--- About this task ---
Where the data below begins, start duplicating lines exactly, and finish with the line containing "position:absolute; background:#fff; box-shadow:0"; add nothing else. Leave the pictures out.

--- Data for processing ---
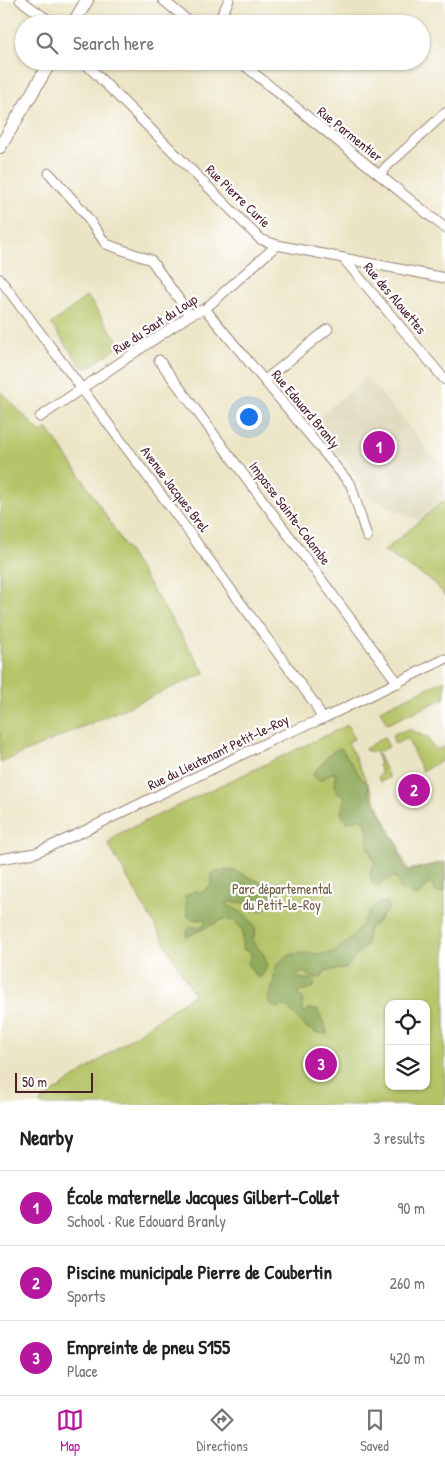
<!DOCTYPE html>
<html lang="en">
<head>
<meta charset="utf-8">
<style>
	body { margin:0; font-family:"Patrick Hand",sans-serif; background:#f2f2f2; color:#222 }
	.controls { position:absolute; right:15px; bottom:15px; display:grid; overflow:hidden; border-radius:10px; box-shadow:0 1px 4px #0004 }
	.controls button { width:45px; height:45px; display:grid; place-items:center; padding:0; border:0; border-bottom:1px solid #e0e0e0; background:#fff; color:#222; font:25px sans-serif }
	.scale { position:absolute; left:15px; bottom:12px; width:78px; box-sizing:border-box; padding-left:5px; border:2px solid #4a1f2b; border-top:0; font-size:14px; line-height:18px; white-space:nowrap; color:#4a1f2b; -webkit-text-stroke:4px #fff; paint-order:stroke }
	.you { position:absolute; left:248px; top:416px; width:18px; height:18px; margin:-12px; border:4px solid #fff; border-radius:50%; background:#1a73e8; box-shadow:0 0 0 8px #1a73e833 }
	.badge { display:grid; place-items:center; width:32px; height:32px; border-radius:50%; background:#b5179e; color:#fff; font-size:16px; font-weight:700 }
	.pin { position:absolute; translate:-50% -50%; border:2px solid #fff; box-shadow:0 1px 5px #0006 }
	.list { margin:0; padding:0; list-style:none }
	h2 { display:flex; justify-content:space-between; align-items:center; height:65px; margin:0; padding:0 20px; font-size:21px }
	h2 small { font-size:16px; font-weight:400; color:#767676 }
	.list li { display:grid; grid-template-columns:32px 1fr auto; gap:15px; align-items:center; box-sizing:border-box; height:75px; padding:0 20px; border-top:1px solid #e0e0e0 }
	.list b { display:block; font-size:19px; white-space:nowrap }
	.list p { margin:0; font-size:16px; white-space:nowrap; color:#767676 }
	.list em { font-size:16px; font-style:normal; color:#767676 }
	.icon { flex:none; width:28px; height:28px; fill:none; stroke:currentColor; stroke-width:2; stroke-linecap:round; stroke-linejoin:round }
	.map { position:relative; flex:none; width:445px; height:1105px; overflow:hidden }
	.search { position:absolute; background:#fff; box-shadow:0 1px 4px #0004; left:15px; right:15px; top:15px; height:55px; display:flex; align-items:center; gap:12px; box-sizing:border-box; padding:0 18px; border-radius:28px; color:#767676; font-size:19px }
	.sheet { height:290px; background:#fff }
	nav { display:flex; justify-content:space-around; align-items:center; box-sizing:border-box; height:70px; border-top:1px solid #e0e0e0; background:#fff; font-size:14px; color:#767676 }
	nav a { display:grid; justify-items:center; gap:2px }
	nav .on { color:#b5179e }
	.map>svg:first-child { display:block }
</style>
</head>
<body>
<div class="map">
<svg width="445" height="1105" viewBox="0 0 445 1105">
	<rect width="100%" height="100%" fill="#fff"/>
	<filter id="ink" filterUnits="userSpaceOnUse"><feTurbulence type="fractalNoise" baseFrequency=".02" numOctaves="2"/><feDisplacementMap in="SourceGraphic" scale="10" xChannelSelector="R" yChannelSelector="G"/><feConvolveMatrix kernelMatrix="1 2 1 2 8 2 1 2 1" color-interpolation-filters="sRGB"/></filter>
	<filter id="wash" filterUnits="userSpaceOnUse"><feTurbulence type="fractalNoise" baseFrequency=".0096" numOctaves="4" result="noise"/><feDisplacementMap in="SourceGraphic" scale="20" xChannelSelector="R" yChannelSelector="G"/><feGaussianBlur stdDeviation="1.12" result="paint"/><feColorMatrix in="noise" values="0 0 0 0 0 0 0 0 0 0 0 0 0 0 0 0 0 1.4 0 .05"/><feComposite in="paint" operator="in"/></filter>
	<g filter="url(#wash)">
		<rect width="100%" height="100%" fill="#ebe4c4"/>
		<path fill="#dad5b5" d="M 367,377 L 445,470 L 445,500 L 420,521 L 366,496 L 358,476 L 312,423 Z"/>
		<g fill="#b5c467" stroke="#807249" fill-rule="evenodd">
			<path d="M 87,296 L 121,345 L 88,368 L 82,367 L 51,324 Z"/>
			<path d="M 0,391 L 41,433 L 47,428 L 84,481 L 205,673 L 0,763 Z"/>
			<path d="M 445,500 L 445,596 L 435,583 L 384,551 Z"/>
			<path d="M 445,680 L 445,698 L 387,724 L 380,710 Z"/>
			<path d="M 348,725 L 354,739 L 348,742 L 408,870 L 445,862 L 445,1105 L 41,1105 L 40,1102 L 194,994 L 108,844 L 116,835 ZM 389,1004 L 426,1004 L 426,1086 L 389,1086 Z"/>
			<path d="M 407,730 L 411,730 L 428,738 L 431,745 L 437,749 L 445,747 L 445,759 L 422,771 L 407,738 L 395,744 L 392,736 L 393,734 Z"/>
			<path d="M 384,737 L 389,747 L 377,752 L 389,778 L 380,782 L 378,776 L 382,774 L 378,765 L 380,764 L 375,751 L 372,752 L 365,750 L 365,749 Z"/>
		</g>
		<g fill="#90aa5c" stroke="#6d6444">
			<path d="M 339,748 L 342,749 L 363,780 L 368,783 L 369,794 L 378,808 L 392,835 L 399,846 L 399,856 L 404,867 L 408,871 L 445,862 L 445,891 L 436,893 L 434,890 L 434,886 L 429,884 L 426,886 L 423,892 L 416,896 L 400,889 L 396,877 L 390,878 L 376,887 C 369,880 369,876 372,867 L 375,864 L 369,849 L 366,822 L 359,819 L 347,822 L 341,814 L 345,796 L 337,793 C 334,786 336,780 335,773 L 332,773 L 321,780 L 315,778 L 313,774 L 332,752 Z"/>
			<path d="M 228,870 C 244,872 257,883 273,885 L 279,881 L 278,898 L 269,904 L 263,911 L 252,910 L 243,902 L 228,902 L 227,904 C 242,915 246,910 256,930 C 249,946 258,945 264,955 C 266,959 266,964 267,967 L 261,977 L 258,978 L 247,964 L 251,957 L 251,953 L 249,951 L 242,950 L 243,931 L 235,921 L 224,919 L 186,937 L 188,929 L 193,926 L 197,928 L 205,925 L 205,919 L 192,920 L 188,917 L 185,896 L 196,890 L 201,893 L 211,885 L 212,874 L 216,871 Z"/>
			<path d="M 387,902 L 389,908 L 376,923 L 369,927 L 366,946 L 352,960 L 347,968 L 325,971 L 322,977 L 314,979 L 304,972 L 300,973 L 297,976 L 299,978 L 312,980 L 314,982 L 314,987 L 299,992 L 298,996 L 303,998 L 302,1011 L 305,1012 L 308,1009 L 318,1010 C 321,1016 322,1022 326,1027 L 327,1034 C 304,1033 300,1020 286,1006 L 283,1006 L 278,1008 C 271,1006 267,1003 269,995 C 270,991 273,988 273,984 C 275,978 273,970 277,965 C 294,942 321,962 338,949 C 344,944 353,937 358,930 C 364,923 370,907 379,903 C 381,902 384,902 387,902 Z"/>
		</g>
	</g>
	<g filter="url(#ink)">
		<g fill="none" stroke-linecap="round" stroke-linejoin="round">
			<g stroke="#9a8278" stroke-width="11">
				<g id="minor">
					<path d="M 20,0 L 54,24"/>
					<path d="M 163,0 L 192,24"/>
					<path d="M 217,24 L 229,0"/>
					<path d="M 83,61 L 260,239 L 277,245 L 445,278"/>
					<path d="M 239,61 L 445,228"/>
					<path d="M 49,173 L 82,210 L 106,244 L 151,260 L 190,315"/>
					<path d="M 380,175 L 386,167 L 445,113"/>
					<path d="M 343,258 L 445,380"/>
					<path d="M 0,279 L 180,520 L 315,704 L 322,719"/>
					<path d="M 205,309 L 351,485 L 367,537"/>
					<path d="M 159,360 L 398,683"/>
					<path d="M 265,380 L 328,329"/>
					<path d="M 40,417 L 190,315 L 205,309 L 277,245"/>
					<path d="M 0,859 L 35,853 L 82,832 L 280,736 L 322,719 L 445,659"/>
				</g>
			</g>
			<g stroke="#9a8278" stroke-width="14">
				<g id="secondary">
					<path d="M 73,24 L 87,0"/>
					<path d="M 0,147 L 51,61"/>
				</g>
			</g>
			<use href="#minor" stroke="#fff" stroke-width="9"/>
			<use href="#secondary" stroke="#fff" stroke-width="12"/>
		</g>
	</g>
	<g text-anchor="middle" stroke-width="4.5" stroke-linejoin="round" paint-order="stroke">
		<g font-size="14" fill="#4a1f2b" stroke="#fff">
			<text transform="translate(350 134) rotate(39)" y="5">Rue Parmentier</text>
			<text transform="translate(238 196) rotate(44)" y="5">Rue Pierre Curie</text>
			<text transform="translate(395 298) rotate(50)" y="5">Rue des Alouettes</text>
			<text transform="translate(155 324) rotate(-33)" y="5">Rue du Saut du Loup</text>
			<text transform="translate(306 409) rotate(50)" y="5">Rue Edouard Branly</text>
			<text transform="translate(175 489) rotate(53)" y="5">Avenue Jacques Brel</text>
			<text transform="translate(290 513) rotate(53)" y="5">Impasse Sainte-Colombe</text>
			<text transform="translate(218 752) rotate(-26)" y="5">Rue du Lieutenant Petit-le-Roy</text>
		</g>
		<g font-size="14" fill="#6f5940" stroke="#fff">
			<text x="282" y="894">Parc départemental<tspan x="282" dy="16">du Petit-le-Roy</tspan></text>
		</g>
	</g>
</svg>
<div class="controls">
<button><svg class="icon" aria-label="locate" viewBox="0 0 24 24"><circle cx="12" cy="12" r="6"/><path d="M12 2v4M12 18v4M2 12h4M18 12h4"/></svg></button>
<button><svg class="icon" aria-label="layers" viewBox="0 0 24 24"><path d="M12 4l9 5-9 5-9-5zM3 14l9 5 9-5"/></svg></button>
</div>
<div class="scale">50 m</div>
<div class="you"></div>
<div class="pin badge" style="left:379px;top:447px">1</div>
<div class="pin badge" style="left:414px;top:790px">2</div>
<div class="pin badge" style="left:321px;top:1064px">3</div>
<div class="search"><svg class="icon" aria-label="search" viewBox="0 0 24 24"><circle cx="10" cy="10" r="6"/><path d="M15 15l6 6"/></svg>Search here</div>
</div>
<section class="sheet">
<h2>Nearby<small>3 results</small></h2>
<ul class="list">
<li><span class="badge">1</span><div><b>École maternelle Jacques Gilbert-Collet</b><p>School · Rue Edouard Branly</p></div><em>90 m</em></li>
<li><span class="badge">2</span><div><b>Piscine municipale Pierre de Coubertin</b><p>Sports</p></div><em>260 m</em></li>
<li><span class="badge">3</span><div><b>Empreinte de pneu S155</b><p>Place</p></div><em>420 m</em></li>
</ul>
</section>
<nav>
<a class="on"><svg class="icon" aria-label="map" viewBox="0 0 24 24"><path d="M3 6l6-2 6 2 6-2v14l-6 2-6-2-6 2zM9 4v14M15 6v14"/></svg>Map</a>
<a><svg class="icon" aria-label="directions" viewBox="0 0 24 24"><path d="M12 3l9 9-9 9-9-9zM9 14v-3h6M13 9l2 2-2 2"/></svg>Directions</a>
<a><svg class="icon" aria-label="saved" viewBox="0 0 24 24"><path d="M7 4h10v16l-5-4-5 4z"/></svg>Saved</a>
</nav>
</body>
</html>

--- Task solution ---
<!DOCTYPE html>
<html lang="en">
<head>
<meta charset="utf-8">
<style>
	body { margin:0; font-family:"Patrick Hand",sans-serif; background:#f2f2f2; color:#222 }
	.controls { position:absolute; right:15px; bottom:15px; display:grid; overflow:hidden; border-radius:10px; box-shadow:0 1px 4px #0004 }
	.controls button { width:45px; height:45px; display:grid; place-items:center; padding:0; border:0; border-bottom:1px solid #e0e0e0; background:#fff; color:#222; font:25px sans-serif }
	.scale { position:absolute; left:15px; bottom:12px; width:78px; box-sizing:border-box; padding-left:5px; border:2px solid #4a1f2b; border-top:0; font-size:14px; line-height:18px; white-space:nowrap; color:#4a1f2b; -webkit-text-stroke:4px #fff; paint-order:stroke }
	.you { position:absolute; left:248px; top:416px; width:18px; height:18px; margin:-12px; border:4px solid #fff; border-radius:50%; background:#1a73e8; box-shadow:0 0 0 8px #1a73e833 }
	.badge { display:grid; place-items:center; width:32px; height:32px; border-radius:50%; background:#b5179e; color:#fff; font-size:16px; font-weight:700 }
	.pin { position:absolute; translate:-50% -50%; border:2px solid #fff; box-shadow:0 1px 5px #0006 }
	.list { margin:0; padding:0; list-style:none }
	h2 { display:flex; justify-content:space-between; align-items:center; height:65px; margin:0; padding:0 20px; font-size:21px }
	h2 small { font-size:16px; font-weight:400; color:#767676 }
	.list li { display:grid; grid-template-columns:32px 1fr auto; gap:15px; align-items:center; box-sizing:border-box; height:75px; padding:0 20px; border-top:1px solid #e0e0e0 }
	.list b { display:block; font-size:19px; white-space:nowrap }
	.list p { margin:0; font-size:16px; white-space:nowrap; color:#767676 }
	.list em { font-size:16px; font-style:normal; color:#767676 }
	.icon { flex:none; width:28px; height:28px; fill:none; stroke:currentColor; stroke-width:2; stroke-linecap:round; stroke-linejoin:round }
	.map { position:relative; flex:none; width:445px; height:1105px; overflow:hidden }
	.search { position:absolute; background:#fff; box-shadow:0 1px 4px #0004; left:15px; right:15px; top:15px; height:55px; display:flex; align-items:center; gap:12px; box-sizing:border-box; padding:0 18px; border-radius:28px; color:#767676; font-size:19px }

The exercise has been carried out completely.